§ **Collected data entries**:
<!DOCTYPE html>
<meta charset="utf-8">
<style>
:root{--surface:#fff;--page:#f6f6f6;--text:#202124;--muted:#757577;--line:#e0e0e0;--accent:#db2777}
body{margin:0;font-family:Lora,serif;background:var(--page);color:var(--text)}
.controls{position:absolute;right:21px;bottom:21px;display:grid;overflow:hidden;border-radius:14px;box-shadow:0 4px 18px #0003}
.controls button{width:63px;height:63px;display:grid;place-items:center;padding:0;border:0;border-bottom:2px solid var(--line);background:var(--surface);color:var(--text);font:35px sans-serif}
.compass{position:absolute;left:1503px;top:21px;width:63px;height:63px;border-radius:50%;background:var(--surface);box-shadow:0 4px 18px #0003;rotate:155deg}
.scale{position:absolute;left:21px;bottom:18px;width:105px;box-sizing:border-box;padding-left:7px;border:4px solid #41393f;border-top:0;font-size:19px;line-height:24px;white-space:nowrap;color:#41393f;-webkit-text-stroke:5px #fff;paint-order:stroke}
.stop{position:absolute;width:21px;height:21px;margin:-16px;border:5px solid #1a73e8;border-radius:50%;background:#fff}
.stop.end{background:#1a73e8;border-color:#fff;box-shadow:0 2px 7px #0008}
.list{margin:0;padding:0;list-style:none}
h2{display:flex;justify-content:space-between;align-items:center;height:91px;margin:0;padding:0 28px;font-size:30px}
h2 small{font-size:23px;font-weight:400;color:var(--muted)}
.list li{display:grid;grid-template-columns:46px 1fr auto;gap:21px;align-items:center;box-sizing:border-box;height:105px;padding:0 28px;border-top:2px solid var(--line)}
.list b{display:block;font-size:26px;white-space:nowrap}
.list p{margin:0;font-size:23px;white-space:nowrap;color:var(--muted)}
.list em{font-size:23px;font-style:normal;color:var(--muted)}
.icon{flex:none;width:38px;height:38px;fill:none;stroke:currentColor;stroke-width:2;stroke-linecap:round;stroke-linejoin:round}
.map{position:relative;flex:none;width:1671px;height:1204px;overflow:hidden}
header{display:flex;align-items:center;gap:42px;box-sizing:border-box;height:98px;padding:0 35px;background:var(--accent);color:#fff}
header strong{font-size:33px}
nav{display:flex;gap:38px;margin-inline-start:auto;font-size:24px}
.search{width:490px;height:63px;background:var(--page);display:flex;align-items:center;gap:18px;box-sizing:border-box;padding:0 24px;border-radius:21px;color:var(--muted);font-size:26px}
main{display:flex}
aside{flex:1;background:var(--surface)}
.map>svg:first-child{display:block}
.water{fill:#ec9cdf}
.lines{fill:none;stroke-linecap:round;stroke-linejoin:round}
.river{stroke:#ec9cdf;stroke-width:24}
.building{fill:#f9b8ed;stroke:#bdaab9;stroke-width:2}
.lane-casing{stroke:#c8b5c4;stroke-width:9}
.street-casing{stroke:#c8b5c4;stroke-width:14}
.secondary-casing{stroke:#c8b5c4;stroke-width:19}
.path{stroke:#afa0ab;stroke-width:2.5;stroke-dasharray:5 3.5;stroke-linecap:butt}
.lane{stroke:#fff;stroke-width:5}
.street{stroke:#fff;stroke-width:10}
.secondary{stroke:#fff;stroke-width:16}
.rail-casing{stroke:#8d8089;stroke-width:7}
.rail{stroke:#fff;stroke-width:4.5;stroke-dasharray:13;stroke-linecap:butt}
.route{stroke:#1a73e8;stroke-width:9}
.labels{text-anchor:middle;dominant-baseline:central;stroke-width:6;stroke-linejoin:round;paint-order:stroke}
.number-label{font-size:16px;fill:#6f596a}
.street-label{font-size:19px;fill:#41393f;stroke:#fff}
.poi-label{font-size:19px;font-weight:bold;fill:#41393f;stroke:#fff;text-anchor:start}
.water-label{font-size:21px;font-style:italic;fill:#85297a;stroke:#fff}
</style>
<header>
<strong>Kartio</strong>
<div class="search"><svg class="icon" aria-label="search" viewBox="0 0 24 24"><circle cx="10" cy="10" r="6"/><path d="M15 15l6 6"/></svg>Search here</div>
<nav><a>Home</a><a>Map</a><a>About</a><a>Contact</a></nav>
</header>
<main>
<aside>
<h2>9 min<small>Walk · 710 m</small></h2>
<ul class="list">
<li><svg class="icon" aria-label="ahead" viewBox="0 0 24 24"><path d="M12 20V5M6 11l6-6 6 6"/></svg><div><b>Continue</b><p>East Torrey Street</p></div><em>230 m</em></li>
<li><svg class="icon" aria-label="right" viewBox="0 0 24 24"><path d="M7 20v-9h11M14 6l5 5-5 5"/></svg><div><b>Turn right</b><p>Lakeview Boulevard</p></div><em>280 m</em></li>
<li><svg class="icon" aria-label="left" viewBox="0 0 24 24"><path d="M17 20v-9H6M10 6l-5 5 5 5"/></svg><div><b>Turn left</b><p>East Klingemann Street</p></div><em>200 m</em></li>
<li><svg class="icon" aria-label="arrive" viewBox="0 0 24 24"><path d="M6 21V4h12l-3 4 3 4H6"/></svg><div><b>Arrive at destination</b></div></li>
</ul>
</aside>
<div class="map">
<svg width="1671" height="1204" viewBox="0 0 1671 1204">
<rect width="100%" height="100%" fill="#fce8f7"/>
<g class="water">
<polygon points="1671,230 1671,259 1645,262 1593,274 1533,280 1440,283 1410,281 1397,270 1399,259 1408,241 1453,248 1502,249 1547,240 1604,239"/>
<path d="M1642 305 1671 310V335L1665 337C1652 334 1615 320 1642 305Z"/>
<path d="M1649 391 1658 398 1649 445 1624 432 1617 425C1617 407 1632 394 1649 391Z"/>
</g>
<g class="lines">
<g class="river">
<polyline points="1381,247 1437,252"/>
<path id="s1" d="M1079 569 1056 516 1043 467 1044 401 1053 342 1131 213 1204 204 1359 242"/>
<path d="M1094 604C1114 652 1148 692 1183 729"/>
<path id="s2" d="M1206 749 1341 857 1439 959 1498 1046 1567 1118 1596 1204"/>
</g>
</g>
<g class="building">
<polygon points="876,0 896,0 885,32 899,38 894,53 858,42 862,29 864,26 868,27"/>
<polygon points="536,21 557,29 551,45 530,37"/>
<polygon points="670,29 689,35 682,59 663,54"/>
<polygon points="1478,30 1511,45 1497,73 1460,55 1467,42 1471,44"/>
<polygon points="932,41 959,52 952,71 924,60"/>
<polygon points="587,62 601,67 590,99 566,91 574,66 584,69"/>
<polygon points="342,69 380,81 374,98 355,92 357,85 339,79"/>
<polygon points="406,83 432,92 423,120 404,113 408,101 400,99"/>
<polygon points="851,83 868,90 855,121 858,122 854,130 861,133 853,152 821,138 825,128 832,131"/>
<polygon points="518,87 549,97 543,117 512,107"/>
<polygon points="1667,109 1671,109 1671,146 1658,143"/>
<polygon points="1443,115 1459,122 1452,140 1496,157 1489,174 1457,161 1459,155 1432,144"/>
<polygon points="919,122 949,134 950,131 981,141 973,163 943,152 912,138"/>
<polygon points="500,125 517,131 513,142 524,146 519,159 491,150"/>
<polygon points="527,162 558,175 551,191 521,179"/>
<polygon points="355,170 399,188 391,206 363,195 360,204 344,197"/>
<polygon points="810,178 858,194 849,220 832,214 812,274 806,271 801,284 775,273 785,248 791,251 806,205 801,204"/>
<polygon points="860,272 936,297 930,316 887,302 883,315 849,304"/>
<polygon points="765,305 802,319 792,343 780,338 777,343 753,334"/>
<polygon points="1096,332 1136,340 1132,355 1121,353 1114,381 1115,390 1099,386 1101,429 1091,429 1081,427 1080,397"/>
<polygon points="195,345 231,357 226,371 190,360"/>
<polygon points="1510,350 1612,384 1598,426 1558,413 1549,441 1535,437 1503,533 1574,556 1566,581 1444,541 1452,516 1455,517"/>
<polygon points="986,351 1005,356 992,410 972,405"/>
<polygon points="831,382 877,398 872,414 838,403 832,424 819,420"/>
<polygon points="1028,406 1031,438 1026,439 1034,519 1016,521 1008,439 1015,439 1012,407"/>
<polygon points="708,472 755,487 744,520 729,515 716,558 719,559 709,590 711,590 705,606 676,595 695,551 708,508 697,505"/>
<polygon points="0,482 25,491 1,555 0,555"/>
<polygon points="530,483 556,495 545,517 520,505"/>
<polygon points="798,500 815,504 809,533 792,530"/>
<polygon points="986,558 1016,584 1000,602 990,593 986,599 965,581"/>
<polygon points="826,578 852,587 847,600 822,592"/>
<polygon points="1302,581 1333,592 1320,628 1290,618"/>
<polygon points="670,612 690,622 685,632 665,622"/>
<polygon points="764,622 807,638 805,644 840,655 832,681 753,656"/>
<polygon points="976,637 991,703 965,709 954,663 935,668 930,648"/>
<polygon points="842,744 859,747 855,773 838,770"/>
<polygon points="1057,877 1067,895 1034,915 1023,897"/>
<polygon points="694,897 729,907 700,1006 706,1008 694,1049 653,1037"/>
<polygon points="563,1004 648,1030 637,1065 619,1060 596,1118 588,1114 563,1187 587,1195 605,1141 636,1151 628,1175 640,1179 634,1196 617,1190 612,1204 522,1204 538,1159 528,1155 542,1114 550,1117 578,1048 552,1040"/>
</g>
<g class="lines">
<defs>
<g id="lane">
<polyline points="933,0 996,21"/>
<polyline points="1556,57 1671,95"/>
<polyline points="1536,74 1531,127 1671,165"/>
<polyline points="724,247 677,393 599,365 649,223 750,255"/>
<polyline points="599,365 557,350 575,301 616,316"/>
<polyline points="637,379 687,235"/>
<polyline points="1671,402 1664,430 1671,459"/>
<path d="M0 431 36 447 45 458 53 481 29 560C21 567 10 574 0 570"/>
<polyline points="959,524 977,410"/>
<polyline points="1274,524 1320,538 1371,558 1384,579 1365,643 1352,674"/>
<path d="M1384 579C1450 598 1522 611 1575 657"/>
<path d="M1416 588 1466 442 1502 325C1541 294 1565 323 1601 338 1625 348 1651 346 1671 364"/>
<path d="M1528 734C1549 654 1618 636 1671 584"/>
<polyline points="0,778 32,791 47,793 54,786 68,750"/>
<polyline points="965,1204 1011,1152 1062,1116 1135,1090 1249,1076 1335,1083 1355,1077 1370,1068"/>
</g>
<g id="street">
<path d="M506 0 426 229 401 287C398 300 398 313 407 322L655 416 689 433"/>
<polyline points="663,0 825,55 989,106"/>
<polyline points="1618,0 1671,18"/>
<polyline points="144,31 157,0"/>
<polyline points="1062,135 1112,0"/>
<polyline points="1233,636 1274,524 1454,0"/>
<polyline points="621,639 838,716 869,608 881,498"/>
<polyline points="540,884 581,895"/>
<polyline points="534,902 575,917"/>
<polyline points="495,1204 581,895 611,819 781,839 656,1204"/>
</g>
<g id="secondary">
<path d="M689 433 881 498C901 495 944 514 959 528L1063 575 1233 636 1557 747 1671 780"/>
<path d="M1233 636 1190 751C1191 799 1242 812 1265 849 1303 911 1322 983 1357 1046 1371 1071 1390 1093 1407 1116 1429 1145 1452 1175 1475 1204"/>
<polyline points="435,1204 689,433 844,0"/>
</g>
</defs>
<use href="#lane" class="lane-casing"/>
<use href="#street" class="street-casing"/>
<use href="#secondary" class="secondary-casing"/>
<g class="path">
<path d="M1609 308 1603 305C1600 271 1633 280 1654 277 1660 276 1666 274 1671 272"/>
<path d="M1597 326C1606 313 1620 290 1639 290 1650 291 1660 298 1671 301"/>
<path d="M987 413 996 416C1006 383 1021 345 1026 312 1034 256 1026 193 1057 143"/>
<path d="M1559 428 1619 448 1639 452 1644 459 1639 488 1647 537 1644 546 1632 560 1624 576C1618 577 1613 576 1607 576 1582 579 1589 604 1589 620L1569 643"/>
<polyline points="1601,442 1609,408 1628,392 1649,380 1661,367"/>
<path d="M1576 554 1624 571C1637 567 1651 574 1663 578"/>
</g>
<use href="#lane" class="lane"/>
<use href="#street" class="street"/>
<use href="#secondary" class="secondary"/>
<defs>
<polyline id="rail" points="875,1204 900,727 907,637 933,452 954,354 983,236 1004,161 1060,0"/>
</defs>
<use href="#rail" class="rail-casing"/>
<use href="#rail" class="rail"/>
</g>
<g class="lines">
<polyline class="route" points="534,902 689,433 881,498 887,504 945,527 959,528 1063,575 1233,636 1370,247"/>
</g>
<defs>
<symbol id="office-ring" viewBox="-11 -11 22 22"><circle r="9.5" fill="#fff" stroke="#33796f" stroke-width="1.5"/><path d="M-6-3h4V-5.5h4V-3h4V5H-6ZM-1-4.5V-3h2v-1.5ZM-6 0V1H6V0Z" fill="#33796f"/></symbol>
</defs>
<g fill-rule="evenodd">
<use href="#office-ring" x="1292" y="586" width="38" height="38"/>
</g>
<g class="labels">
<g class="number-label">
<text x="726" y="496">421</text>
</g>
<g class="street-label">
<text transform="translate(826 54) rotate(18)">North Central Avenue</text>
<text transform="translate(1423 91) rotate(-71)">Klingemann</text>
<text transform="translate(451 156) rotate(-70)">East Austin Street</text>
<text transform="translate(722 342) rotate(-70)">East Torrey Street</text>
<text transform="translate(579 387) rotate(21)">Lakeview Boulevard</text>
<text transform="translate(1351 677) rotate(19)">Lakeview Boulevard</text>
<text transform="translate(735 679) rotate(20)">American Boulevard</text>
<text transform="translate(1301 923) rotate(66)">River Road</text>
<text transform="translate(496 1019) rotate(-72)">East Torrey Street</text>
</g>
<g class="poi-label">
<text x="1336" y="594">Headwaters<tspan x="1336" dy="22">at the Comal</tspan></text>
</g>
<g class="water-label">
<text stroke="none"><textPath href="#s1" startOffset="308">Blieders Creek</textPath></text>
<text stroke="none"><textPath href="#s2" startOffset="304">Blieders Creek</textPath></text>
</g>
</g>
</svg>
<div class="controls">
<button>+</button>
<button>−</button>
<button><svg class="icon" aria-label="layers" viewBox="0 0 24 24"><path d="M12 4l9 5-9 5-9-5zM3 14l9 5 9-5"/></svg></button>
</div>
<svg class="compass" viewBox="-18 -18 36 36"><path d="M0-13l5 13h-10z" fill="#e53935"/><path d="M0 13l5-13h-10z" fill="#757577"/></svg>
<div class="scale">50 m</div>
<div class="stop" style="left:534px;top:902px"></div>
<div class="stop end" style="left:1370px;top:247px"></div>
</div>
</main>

§ **Problem requirements**:
Count every line of the records above in which the string "scale" appears. The number alone is to be given.

§ **Exercise solution**:
2